The former residence of the Prussian kings lies southwest of Berlin, nestled between the Havel, various lakes and canals. Potsdam is a UNESCO world heritage site because of its castles and parks, but also because of its important city. Already before the First World War the first big film studio of the world was founded here, the Filmstudio Babelsberg. Even today it is one of the most modern centres of film and television production in Europe. Potsdam has also developed into a European science centre since the middle of the 19th century. Today there are three public universities and more than 30 research institutes in the city.
Palaces and gardens of Frederick the Great
Castle “Ohne Sorgen” (without worries) is actually an entire ensemble of palaces and gardens dating back to Frederick II. His father had created a kitchen garden: the son then turned it into a terraced vineyard. In 1745 a summer residence was added and two years later the orangery, then a Neptune's Grotto.

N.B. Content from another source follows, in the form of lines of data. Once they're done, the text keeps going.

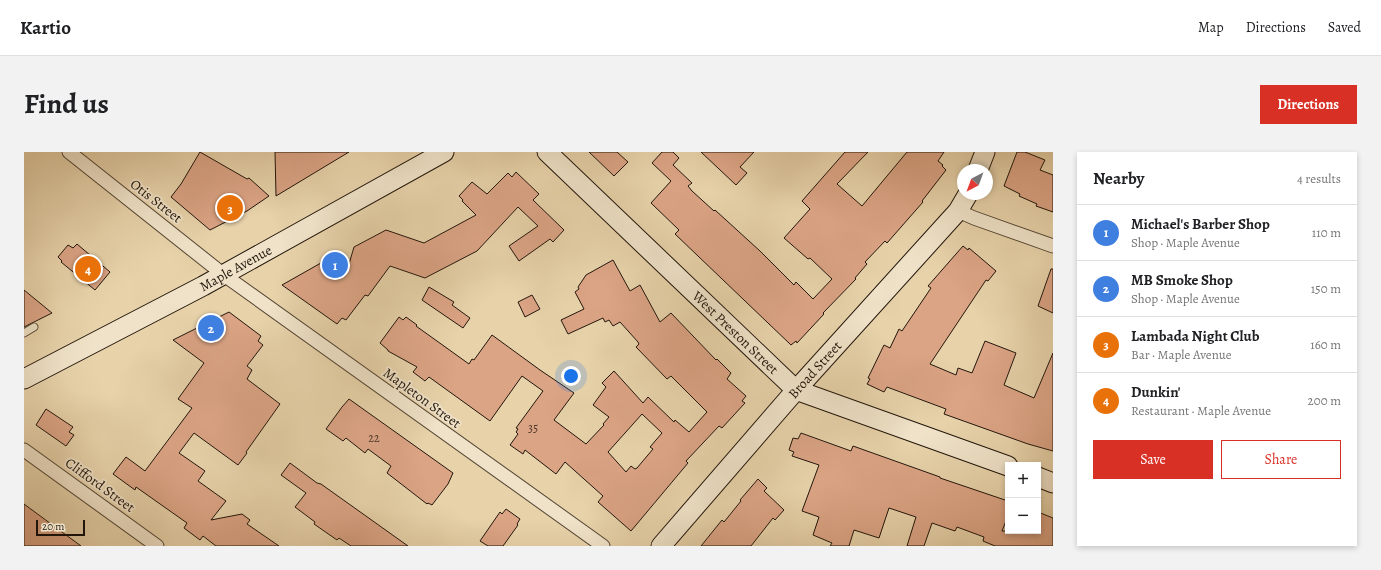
<!DOCTYPE html>
<html lang="en">
<head>
<meta charset="utf-8">
<style>
	body { margin:0; font-family:Alegreya,serif; background:#f2f2f2; color:#202124 }
	.controls { position:absolute; right:12px; bottom:12px; display:grid; overflow:hidden; border-radius:0px; box-shadow:0 2px 6px #0003 }
	.controls button { width:36px; height:36px; display:grid; place-items:center; padding:0; border:0; border-bottom:1px solid #e0e0e0; background:#fff; color:#202124; font:20px sans-serif }
	.compass { position:absolute; left:933px; top:12px; width:36px; height:36px; border-radius:50%; background:#fff; box-shadow:0 2px 6px #0003; rotate:221deg }
	.scale { position:absolute; left:12px; bottom:10px; width:49px; box-sizing:border-box; padding-left:4px; border:2px solid #22160b; border-top:0; font-size:11px; line-height:14px; white-space:nowrap; color:#22160b; -webkit-text-stroke:3px #efe2c8; paint-order:stroke }
	.you { position:absolute; left:547px; top:224px; width:14px; height:14px; margin:-10px; border:3px solid #fff; border-radius:50%; background:#1a73e8; box-shadow:0 0 0 6px #1a73e833 }
	.badge { display:grid; place-items:center; width:26px; height:26px; border-radius:50%; background:#d93025; color:#fff; font-size:13px; font-weight:700 }
	.pin { position:absolute; translate:-50% -50%; border:2px solid #fff; box-shadow:0 1px 4px #0006 }
	.list { margin:0; padding:0; list-style:none }
	h2 { display:flex; justify-content:space-between; align-items:center; height:52px; margin:0; padding:0 16px; font-size:17px }
	h2 small { font-size:13px; font-weight:400; color:#757577 }
	.list li { display:grid; grid-template-columns:26px 1fr auto; gap:12px; align-items:center; box-sizing:border-box; height:56px; padding:0 16px; border-top:1px solid #e0e0e0 }
	.list b { display:block; font-size:15px; white-space:nowrap }
	.list p { margin:0; font-size:13px; white-space:nowrap; color:#757577 }
	.list em { font-size:13px; font-style:normal; color:#757577 }
	.actions { display:flex; gap:8px; padding:12px 16px }
	.actions a { flex:1; padding:9px 0; border:1px solid #d93025; border-radius:0px; text-align:center; font-size:14px; color:#d93025 }
	.actions .main { background:#d93025; color:#fff }
	.map { position:relative; flex:none; width:1029px; height:394px; overflow:hidden; border-radius:0px }
	header { display:flex; align-items:center; gap:24px; box-sizing:border-box; height:56px; padding:0 20px; background:#fff; border-bottom:1px solid #e0e0e0 }
	header strong { font-size:19px }
	nav { display:flex; gap:22px; margin-inline-start:auto; font-size:14px }
	.intro { display:flex; align-items:center; justify-content:space-between; box-sizing:border-box; height:96px; padding:0 24px }
	h1 { margin:0; font-size:28px }
	.button { padding:10px 18px; border-radius:0px; background:#d93025; color:#fff; font-size:14px; font-weight:700 }
	main { display:flex; gap:24px; padding:0 24px }
	aside { flex:1; background:#fff; border-radius:0px; box-shadow:0 2px 6px #0003 }
	.map>svg:first-child { display:block }
</style>
</head>
<body>
<header>
<strong>Kartio</strong>
<nav><a>Map</a><a>Directions</a><a>Saved</a></nav>
</header>
<div class="intro"><h1>Find us</h1><a class="button">Directions</a></div>
<main>
<div class="map">
<svg width="1029" height="394" viewBox="0 0 1029 394">
	<rect width="100%" height="100%" fill="#e7d2aa"/>
	<filter id="stains"><feTurbulence type="fractalNoise" baseFrequency=".005" numOctaves="4"/><feColorMatrix values="0 0 0 0 .2 0 0 0 0 .09 0 0 0 0 .02 0 0 0 .5 -.17"/></filter>
	<radialGradient id="worn" r=".72"><stop offset=".6" stop-color="#630" stop-opacity="0"/><stop offset="1" stop-color="#630" stop-opacity=".3"/></radialGradient>
	<!-- building -->
	<g fill="#dba485" stroke="#22160b" fill-rule="evenodd">
		<polygon points="176,0 223,27 225,26 245,44 223,59 186,78 147,45 157,32"/>
		<polygon points="251,0 325,0 252,44"/>
		<polygon points="565,0 593,0 604,10 590,24"/>
		<polygon points="638,0 649,0 655,6 649,13 668,31 664,34 668,39 690,59 691,58 736,99 770,133 772,130 789,147 808,127 786,106 784,107 760,86 786,57 778,49 821,0 844,0 813,32 838,54 883,0 920,0 914,9 919,13 918,14 922,18 898,49 899,50 863,91 861,89 841,110 843,112 831,126 832,127 799,161 800,162 773,191 772,189 767,193 651,82 655,78 627,51 647,29 628,11"/>
		<polygon points="677,0 730,0 716,15 723,21 712,33"/>
		<polygon points="993,0 1001,0 1021,8 1016,18 1029,23 1029,60 1012,54 1013,52 995,44 996,42 980,34"/>
		<polygon points="492,20 515,42 509,48 540,78 529,90 526,87 495,109 485,94 514,74 494,55 453,99 401,126 366,114 344,144 341,143 322,168 318,166 313,172 258,133 311,103 325,112 330,95 362,78 400,91 452,63 438,49 439,48 435,44 448,30 463,42 484,21 488,25"/>
		<polygon points="53,92 86,120 71,138 37,110 38,109 34,105 44,93 49,96"/>
		<polygon points="939,94 944,98 945,96 972,119 964,129 962,128 906,212 932,223 934,216 948,221 961,189 992,201 980,233 1010,246 1029,201 1029,299 1004,292 920,262 922,257 863,235 860,240 843,232 846,227 844,226 860,193 866,196 875,177 878,179 907,136 904,134"/>
		<path d="M589,108L606,139L616,133L636,170L647,161L692,208L693,207L707,221L703,227L722,244L718,249L721,251L698,276L695,274L662,309L664,311L607,379L574,350L579,344L541,310L532,322L501,298L499,302L486,293L494,282L492,280L494,277L492,276L519,239L498,224L466,269L405,225L401,229L389,220L393,215L364,199V198L356,191L375,165L379,168L382,165L393,173L392,174L445,212L448,207L450,208L468,183L516,218L550,241L530,268L562,292L580,273L579,272L585,265L569,253L582,235L578,231L590,219L619,251L624,245L650,270L651,268L665,280L683,260L647,224L643,227L612,195L615,192L614,190L596,170L589,174L585,168L581,170L579,166L544,182L537,168L560,157L551,140L555,137L554,135L562,123ZM618,262L638,281L626,295L629,297L613,316L611,317L607,314L602,320L584,300Z"/>
		<polygon points="1027,117 1029,117 1029,161 1014,154"/>
		<polygon points="405,135 430,150 428,153 446,166 439,176 398,148"/>
		<polygon points="0,138 28,161 0,175"/>
		<polygon points="508,143 516,157 501,165 494,150"/>
		<polygon points="205,160 237,184 234,189 239,193 223,214 228,218 223,227 256,252 222,300 223,301 214,313 170,281 155,301 181,319 174,329 202,349 187,368 218,362 226,368 223,372 255,394 192,394 179,384 176,388 160,376 163,371 112,335 111,338 89,322 102,305 121,319 168,256 154,247 180,211 149,188"/>
		<polygon points="325,247 429,321 424,332 408,353 404,351 403,352 363,321 367,314 344,297 341,301 322,286 319,289 302,277 318,255"/>
		<polygon points="22,257 49,275 45,280 50,283 42,294 12,273"/>
		<polygon points="777,281 827,299 829,294 916,325 916,326 984,349 984,364 978,379 1014,379 1014,360 1029,366 1029,394 971,394 959,389 960,385 933,375 931,379 908,371 900,394 883,394 892,365 865,356 855,386 830,378 825,394 806,394 808,391 789,383 795,365 778,359 795,313 768,304 770,300 765,298 769,286 774,287"/>
		<polygon points="266,311 293,331 297,332 384,394 327,394 315,386 313,388 290,372 291,370 271,355 282,341 257,323"/>
		<polygon points="734,327 743,336 740,339 760,358 751,368 749,366 727,394 677,394 698,368 700,370 717,349 716,348"/>
		<polygon points="0,352 57,394 0,394"/>
		<polygon points="482,357 496,367 493,372 494,373 479,394 464,394 456,389 476,360 478,362"/>
	</g>
	<g fill="none" stroke-linecap="round" stroke-linejoin="round">
		<defs>
			<polyline id="lane" points="0,181 10,175"/>
			<g id="street">
				<polyline points="45,0 200,123 579,394"/>
				<polyline points="934,59 950,66 1029,94"/>
				<polyline points="0,298 133,394"/>
			</g>
			<g id="secondary">
				<path id="s1" d="M523,0L772,238L984,314"/>
				<polyline points="954,18 961,0"/>
				<path id="s2" d="M0,227L179,134L420,0"/>
				<polyline points="1014,325 1029,331"/>
				<path id="s3" d="M637,394L772,238L934,59L944,42"/>
			</g>
		</defs>
		<!-- lane casing -->
		<use href="#lane" stroke="#534533" stroke-width="9"/>
		<!-- street casing -->
		<use href="#street" stroke="#534533" stroke-width="15"/>
		<!-- secondary casing -->
		<use href="#secondary" stroke="#22160b" stroke-width="21"/>
		<!-- lane -->
		<use href="#lane" stroke="#efe2c8" stroke-width="7"/>
		<!-- street -->
		<use href="#street" stroke="#efe2c8" stroke-width="13"/>
		<!-- secondary -->
		<use href="#secondary" stroke="#efe2c8" stroke-width="19"/>
	</g>
	<g text-anchor="middle" dominant-baseline="central" stroke-width="3.5" stroke-linejoin="round" paint-order="stroke">
		<!-- number labels -->
		<g font-size="12" fill="#503a2a">
			<text x="509" y="276">35</text>
			<text x="350" y="286">22</text>
		</g>
		<!-- street labels -->
		<g font-size="14" fill="#22160b" stroke="#efe2c8">
			<text transform="translate(132 49) rotate(38)">Otis Street</text>
			<text stroke="none"><textPath href="#s2" startOffset="239">Maple Avenue</textPath></text>
			<text stroke="none"><textPath href="#s1" startOffset="261">West Preston Street</textPath></text>
			<text stroke="none"><textPath href="#s3" startOffset="234">Broad Street</textPath></text>
			<text transform="translate(398 246) rotate(36)">Mapleton Street</text>
			<text transform="translate(76 333) rotate(36)">Clifford Street</text>
		</g>
	</g>
	<rect width="100%" height="100%" filter="url(#stains)"/>
	<rect width="100%" height="100%" fill="url(#worn)"/>
</svg>
<div class="controls">
<button>+</button>
<button>−</button>
</div>
<svg class="compass" viewBox="-18 -18 36 36"><path d="M0-13l5 13h-10z" fill="#e53935"/><path d="M0 13l5-13h-10z" fill="#757577"/></svg>
<div class="scale">20 m</div>
<div class="you"></div>
<div class="pin badge" style="left:311px;top:113px;background:#3f7fe0">1</div>
<div class="pin badge" style="left:187px;top:176px;background:#3f7fe0">2</div>
<div class="pin badge" style="left:206px;top:56px;background:#e8710a">3</div>
<div class="pin badge" style="left:64px;top:117px;background:#e8710a">4</div>
</div>
<aside>
<h2>Nearby<small>4 results</small></h2>
<ul class="list">
<li><span class="badge" style="background:#3f7fe0">1</span><div><b>Michael's Barber Shop</b><p>Shop · Maple Avenue</p></div><em>110 m</em></li>
<li><span class="badge" style="background:#3f7fe0">2</span><div><b>MB Smoke Shop</b><p>Shop · Maple Avenue</p></div><em>150 m</em></li>
<li><span class="badge" style="background:#e8710a">3</span><div><b>Lambada Night Club</b><p>Bar · Maple Avenue</p></div><em>160 m</em></li>
<li><span class="badge" style="background:#e8710a">4</span><div><b>Dunkin'</b><p>Restaurant · Maple Avenue</p></div><em>200 m</em></li>
</ul>
<div class="actions"><a class="main">Save</a><a>Share</a></div>
</aside>
</main>
</body>
</html>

The master plan for the unique park landscape was drawn up by architect Knobelsdorf, who also tended to the gardens. After Frederick's death the garden was redesigned again. Under Frederick Wilhelm IV, Peter Josef Lenné opened up the whole park with a 2.3-kilometer east-west path linking the Lustgarten (leisure garden), the mill, the Rehgarten and the Charlottenhof. Today there is network of more than 60 kilometers of paths in Sanssouci.